All of these species, introduced to the Garden by Eloise Butler over 100 years ago, have been doing well in recent years. Some, like the wild leeks and skunk cabbage, have been spreading vigorously over the past 10 years. With buckthorn, garlic mustard, and dame’s rocket nearly continuously removed in Garden areas where they grow to make room for their spread.

Hepatica flower and leaf
Sharp-lobe Hepatica (Anemone americana)

Bird song. I’ll be honest, it’s a bit quiet and it is still a bit early. Of course, a lone cardinal is singing his heart out in preparation for the weeks ahead. There are the sweet calls of the chickadees and a screech here and there from a raptor above, though nothing to match the shriek of the mother fox when she is disturbed.
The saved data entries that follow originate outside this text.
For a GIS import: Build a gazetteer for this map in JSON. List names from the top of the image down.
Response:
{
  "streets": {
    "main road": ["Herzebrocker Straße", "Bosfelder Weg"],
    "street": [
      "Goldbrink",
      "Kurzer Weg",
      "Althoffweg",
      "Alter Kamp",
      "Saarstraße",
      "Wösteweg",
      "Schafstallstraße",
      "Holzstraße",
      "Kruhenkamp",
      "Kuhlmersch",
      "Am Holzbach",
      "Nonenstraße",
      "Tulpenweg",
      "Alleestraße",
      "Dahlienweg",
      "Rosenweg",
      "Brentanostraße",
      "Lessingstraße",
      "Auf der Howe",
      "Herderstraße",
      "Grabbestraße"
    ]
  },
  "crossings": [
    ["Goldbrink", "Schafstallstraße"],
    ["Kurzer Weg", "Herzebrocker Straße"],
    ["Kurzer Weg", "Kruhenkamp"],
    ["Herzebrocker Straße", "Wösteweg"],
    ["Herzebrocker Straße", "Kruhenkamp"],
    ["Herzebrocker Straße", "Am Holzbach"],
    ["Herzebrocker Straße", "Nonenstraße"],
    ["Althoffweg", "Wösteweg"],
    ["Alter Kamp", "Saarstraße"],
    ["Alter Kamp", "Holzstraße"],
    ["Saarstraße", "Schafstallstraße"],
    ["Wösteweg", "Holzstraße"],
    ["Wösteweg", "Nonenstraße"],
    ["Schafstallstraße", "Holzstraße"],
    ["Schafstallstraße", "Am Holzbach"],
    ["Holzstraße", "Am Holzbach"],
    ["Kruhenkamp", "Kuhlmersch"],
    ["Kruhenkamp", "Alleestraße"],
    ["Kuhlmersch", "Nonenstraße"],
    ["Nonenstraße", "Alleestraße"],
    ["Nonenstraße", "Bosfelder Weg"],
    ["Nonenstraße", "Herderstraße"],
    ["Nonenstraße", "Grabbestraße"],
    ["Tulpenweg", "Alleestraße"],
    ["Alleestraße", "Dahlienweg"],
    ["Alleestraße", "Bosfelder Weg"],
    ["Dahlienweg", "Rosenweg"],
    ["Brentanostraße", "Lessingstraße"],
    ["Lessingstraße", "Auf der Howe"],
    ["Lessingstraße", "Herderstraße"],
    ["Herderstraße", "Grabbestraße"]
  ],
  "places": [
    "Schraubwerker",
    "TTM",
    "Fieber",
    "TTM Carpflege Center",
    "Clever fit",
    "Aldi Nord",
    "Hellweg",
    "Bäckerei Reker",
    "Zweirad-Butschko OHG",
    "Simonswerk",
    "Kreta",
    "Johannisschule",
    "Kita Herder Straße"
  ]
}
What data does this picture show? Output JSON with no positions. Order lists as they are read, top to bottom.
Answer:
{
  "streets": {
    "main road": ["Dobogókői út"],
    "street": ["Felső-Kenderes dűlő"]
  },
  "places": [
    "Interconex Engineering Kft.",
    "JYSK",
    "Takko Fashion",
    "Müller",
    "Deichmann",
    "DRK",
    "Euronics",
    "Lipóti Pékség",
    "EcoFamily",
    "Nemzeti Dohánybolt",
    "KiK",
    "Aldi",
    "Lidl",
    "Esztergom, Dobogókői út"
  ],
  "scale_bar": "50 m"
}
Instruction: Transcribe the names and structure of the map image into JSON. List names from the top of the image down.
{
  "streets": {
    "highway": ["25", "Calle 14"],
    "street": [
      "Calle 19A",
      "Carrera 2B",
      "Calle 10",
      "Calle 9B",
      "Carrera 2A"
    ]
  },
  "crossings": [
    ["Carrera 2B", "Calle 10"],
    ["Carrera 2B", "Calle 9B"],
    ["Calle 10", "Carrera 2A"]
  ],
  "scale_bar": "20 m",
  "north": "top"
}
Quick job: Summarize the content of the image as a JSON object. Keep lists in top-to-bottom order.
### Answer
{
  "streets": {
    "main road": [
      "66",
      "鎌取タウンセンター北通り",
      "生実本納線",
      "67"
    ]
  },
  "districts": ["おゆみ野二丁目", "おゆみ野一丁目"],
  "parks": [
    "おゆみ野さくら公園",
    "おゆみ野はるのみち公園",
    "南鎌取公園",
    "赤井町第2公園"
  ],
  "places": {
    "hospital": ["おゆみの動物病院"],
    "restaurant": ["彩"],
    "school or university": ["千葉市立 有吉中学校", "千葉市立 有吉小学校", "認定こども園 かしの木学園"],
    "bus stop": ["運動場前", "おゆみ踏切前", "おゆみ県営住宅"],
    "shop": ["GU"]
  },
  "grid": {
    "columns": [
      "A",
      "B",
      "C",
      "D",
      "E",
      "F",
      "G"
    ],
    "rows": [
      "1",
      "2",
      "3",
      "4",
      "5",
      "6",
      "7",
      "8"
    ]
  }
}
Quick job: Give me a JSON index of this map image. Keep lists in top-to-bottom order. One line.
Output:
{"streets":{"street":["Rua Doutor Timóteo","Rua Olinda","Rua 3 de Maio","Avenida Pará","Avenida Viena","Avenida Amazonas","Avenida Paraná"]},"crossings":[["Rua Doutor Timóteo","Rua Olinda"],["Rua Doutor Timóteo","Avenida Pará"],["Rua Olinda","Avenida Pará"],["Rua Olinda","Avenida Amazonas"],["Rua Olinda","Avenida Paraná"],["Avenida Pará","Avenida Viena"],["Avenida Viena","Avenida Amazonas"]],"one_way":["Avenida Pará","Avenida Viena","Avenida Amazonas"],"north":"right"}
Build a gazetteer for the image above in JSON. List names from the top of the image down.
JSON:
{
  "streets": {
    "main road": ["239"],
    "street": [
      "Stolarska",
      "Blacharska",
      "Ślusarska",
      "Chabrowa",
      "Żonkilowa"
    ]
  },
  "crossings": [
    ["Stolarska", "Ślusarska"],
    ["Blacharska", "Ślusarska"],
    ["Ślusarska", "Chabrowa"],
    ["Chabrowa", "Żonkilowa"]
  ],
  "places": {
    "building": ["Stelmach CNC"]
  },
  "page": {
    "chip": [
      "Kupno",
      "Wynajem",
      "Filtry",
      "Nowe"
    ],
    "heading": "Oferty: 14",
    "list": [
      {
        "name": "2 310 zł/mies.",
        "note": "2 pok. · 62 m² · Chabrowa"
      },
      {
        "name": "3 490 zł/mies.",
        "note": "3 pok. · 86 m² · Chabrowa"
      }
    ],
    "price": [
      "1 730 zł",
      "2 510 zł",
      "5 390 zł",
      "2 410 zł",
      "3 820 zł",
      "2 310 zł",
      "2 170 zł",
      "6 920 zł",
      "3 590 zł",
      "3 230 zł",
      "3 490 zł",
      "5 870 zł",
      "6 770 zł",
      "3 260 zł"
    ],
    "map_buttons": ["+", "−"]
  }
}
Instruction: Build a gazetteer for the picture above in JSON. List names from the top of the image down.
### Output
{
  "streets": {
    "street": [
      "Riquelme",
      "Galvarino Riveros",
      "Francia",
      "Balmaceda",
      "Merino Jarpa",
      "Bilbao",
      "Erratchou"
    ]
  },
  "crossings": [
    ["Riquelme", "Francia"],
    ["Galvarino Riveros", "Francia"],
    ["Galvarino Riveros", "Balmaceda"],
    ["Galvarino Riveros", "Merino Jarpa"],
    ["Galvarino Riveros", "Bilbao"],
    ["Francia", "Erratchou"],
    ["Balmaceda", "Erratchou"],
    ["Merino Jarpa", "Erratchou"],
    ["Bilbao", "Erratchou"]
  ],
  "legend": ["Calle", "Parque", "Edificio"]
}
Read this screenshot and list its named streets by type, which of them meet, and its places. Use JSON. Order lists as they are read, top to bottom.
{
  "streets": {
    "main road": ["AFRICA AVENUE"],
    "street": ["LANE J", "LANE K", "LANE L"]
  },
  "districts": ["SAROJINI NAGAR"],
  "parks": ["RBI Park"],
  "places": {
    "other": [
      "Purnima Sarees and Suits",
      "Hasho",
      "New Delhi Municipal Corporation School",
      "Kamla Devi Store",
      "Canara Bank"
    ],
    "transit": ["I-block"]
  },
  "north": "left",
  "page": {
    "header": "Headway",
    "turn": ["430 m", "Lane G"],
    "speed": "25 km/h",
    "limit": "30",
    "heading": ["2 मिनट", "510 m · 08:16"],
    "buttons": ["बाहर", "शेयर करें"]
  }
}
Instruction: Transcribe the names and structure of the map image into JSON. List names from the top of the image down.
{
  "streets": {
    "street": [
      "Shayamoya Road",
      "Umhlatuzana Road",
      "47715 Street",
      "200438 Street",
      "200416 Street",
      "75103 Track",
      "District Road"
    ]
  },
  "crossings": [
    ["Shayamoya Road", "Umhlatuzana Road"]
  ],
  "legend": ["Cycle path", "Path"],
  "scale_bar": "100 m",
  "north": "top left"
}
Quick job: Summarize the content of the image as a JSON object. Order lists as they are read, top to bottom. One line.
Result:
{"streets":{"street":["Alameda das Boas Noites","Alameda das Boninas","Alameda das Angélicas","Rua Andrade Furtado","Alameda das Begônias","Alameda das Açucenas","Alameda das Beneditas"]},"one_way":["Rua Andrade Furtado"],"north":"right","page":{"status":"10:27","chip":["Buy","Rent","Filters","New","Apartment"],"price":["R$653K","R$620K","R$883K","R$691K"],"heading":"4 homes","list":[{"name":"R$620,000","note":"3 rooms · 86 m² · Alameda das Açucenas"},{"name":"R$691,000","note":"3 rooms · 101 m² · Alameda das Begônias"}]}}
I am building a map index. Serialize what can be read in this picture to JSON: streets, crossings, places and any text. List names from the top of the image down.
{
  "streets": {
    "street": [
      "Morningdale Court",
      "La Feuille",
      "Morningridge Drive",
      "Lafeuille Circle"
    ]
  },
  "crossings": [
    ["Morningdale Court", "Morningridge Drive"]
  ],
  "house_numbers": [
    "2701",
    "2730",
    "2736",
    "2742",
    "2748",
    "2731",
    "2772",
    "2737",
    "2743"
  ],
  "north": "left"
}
And now, on to the obvious heartbreak of the times we are in. With the unchartered days and weeks ahead, Minneapolis Park & Recreation Board leadership and staff are working with great care and effort to devise a plan that will allow the Garden to open this season during the COVID-19 pandemic while protecting this precious resource and all of the people who visit, volunteer and work here. This is not an easy task given the circumstances, but I am hopeful that with the cooperation and understanding of the public, we will find a way, soon enough, for the Garden gates to swing open and the peace and delight of this place to embrace you again, and again.

Wishing each and all a bounty of best wishes for an easeful spring, full of joyful and meaningful moments. May nature brighten your days.